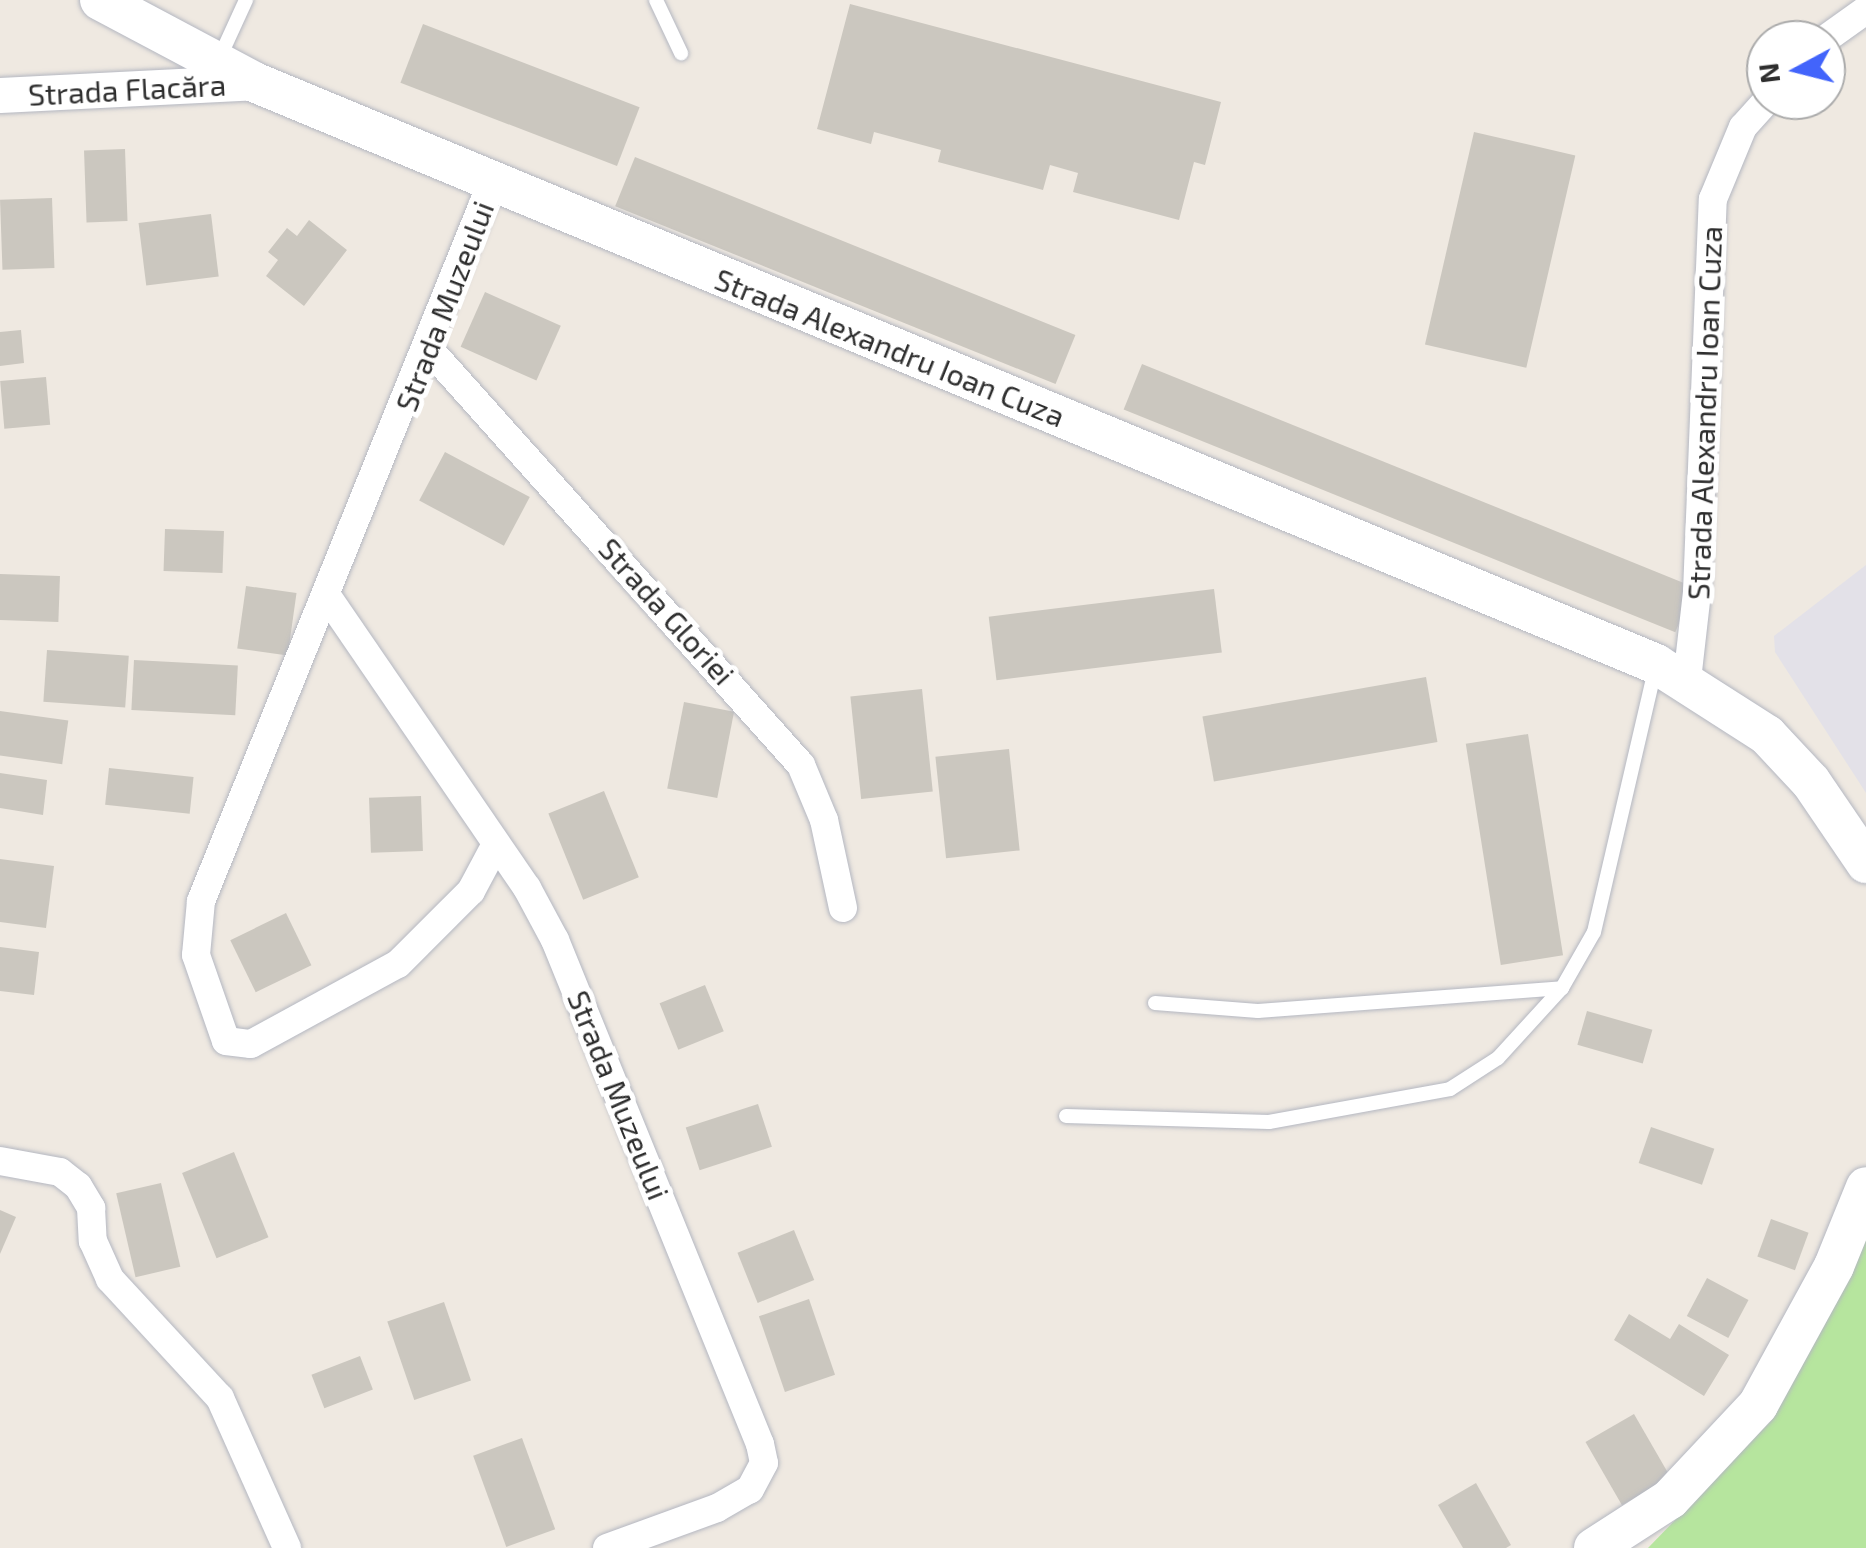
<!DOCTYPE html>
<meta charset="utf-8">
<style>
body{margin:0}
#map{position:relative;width:1866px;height:1548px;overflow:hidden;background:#efe9e1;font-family:"Exo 2",sans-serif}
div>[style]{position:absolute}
.industrial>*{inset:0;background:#e3e1e8}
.green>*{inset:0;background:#b6e59e}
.building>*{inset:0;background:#cbc7bf;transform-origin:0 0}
.roads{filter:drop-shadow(0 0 2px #b4b7c1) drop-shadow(0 0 2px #b4b7c1)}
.service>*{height:14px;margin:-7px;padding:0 7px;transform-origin:7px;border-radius:7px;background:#fff}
.minor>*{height:28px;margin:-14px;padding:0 14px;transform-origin:14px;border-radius:14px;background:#fff}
.tertiary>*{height:35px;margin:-17.5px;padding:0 17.5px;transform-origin:17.5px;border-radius:17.5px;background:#fff}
.secondary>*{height:40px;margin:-20px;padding:0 20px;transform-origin:20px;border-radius:20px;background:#fff}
span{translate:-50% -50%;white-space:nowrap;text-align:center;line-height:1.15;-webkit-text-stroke:10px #fff;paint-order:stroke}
.street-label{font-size:30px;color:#2e2e2e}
.north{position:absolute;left:1746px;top:20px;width:100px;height:100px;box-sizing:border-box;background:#fff;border:2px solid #ababab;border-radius:50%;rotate:263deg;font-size:28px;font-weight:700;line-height:40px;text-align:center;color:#2e2e2e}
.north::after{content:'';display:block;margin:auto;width:35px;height:45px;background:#4264fb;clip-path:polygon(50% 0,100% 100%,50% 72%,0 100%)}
</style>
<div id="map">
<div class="industrial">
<i style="clip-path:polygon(1866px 565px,1866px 793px,1775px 652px,1774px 636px)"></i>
</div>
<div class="green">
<i style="clip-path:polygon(1866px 1227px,1866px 1548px,1648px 1548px,1773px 1419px)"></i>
</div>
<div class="building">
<i style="clip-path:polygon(850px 4px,1221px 102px,1205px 165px,1194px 162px,1179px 220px,1073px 192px,1078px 173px,1050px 165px,1043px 190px,938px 162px,941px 150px,874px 132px,871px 144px,817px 129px)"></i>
<i style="left:423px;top:24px;width:232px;height:63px;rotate:21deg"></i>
<i style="left:1474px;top:132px;width:104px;height:218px;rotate:13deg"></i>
<i style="left:125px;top:149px;width:72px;height:41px;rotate:88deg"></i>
<i style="left:635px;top:157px;width:475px;height:53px;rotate:22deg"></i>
<i style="left:52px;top:198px;width:70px;height:52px;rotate:88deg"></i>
<i style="left:211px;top:214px;width:63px;height:73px;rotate:83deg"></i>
<i style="clip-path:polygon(309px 220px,347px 250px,304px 306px,266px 276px,278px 260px,268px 252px,287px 228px,297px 236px)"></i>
<i style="left:485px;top:292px;width:83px;height:60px;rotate:24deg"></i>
<i style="clip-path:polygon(21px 330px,24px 363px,0 366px,0 332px)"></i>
<i style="left:1142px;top:364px;width:595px;height:49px;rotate:22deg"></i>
<i style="left:46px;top:377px;width:48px;height:46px;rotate:85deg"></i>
<i style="left:445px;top:452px;width:96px;height:55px;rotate:28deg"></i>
<i style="left:165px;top:529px;width:59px;height:42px;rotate:2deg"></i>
<i style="left:0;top:574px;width:60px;height:46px;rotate:2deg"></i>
<i style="left:246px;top:586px;width:51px;height:63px;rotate:8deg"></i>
<i style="left:1214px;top:589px;width:64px;height:227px;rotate:83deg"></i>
<i style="left:47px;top:650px;width:82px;height:52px;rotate:4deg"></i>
<i style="left:134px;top:660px;width:104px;height:50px;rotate:3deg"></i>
<i style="left:1426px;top:677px;width:66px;height:227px;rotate:80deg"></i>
<i style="left:922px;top:689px;width:103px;height:72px;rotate:84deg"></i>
<i style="left:684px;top:702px;width:51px;height:88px;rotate:11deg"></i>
<i style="left:0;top:711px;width:69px;height:44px;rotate:8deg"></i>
<i style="left:1528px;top:734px;width:224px;height:63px;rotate:81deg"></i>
<i style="left:1009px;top:749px;width:102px;height:74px;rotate:84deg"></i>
<i style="left:109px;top:768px;width:85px;height:37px;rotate:6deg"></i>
<i style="clip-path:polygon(0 773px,47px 780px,43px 815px,0 808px)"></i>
<i style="left:604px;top:791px;width:93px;height:60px;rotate:68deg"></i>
<i style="left:421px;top:796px;width:55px;height:52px;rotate:88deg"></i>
<i style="clip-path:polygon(0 859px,54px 866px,46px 928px,0 922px)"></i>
<i style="left:286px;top:913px;width:58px;height:62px;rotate:64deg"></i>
<i style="clip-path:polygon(0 947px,39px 952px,34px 995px,0 991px)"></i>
<i style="left:705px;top:985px;width:50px;height:49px;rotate:68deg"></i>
<i style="left:1587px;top:1011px;width:68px;height:35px;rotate:16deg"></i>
<i style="left:758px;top:1104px;width:45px;height:76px;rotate:72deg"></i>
<i style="left:1651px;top:1127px;width:67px;height:38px;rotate:19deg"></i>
<i style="left:234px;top:1152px;width:92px;height:56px;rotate:68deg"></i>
<i style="left:161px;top:1183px;width:86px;height:46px;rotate:77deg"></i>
<i style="clip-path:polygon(0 1210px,16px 1217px,0 1254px)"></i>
<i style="left:1771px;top:1219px;width:40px;height:40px;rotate:20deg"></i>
<i style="left:794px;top:1230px;width:54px;height:61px;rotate:68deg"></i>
<i style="left:1707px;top:1278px;width:47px;height:43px;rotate:28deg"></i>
<i style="left:809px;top:1299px;width:80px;height:53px;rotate:71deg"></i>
<i style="left:444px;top:1302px;width:83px;height:60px;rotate:71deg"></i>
<i style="clip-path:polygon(1629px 1314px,1670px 1339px,1679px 1324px,1729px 1355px,1704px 1396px,1614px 1340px)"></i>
<i style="left:360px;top:1356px;width:36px;height:52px;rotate:69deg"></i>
<i style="left:1634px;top:1414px;width:73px;height:56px;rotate:60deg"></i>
<i style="left:522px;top:1438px;width:97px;height:52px;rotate:70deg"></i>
<i style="clip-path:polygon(1476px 1483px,1511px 1545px,1506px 1548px,1463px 1548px,1438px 1505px)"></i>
</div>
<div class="roads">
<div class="service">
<i style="left:656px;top:0;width:59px;rotate:64.7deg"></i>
<i style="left:219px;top:59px;width:65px;rotate:-65.4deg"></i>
<i style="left:1155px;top:1003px;width:103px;rotate:4.4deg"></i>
<i style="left:1258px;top:1011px;width:305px;rotate:-4.3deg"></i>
<i style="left:1066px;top:1116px;width:203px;rotate:1.7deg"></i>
<i style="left:1269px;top:1122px;width:184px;rotate:-10.3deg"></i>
<i style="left:1450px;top:1089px;width:57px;rotate:-32.9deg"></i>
<i style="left:1498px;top:1058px;width:95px;rotate:-47.6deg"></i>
<i style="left:1562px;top:988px;width:64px;rotate:-60.3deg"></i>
<i style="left:1594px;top:932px;width:270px;rotate:-76.9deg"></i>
</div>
<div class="minor">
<i style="left:1824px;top:40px;width:52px;rotate:-35.5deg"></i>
<i style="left:492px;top:182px;width:776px;rotate:112.03deg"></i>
<i style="left:201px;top:901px;width:54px;rotate:95.3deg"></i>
<i style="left:196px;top:955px;width:91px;rotate:70.8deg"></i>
<i style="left:226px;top:1041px;width:25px;rotate:7deg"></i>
<i style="left:251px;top:1044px;width:167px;rotate:-28.6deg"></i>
<i style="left:398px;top:964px;width:103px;rotate:-45deg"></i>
<i style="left:471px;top:891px;width:51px;rotate:-61.9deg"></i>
<i style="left:429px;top:349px;width:558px;rotate:48.2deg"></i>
<i style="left:801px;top:765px;width:60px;rotate:67.3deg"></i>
<i style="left:824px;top:820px;width:90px;rotate:77.8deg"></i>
<i style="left:327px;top:596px;width:354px;rotate:55.6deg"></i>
<i style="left:527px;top:888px;width:59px;rotate:61.7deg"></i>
<i style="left:555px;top:940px;width:544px;rotate:67.87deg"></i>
<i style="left:760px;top:1444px;width:19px;rotate:78deg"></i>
<i style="left:764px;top:1463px;width:30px;rotate:118deg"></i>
<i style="left:750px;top:1489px;width:38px;rotate:150deg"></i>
<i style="left:717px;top:1508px;width:117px;rotate:160deg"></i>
<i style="left:1687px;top:680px;width:89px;rotate:-83.5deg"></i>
<i style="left:1697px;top:592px;width:393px;rotate:-87.7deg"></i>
<i style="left:1713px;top:199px;width:78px;rotate:-67.4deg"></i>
<i style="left:1743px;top:127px;width:36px;rotate:-48deg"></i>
<i style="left:0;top:1161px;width:61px;rotate:10.4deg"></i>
<i style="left:60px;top:1172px;width:23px;rotate:38deg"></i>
<i style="left:78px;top:1186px;width:26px;rotate:59deg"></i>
<i style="left:91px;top:1208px;width:33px;rotate:87deg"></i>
<i style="left:93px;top:1241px;width:42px;rotate:65.9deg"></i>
<i style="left:110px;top:1279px;width:162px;rotate:47.3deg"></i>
<i style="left:220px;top:1398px;width:164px;rotate:65.9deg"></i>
</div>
<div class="tertiary">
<i style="left:0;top:95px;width:254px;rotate:-2.9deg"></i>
</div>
<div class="secondary">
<i style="left:100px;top:0;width:174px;rotate:28deg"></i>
<i style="left:254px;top:82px;width:1518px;rotate:22.54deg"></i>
<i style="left:1656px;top:664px;width:132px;rotate:32.6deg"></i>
<i style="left:1767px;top:735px;width:64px;rotate:46.9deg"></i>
<i style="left:1811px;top:782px;width:98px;rotate:55.8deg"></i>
<i style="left:1594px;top:1548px;width:90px;rotate:-32.8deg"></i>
<i style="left:1670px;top:1499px;width:129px;rotate:-46.9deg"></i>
<i style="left:1758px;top:1405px;width:158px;rotate:-61.3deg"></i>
<i style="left:1834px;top:1266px;width:85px;rotate:-67.9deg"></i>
</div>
</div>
<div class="street-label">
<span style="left:127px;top:89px;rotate:-3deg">Strada Flacăra</span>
<span style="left:444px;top:306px;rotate:-69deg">Strada Muzeului</span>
<span style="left:890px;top:347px;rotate:22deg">Strada Alexandru Ioan Cuza</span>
<span style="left:1704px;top:413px;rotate:-88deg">Strada Alexandru Ioan Cuza</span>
<span style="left:667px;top:611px;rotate:48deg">Strada Gloriei</span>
<span style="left:619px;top:1095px;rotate:68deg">Strada Muzeului</span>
</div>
<div class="north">N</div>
</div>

YOUR TASK:
Leaving out the pictures, print each line of the records above from the first up to and including the one that contains "2px #b4b7c1) drop-shadow(0", exactly as written.

RESULT OF THE TASK:
<!DOCTYPE html>
<meta charset="utf-8">
<style>
body{margin:0}
#map{position:relative;width:1866px;height:1548px;overflow:hidden;background:#efe9e1;font-family:"Exo 2",sans-serif}
div>[style]{position:absolute}
.industrial>*{inset:0;background:#e3e1e8}
.green>*{inset:0;background:#b6e59e}
.building>*{inset:0;background:#cbc7bf;transform-origin:0 0}
.roads{filter:drop-shadow(0 0 2px #b4b7c1) drop-shadow(0 0 2px #b4b7c1)}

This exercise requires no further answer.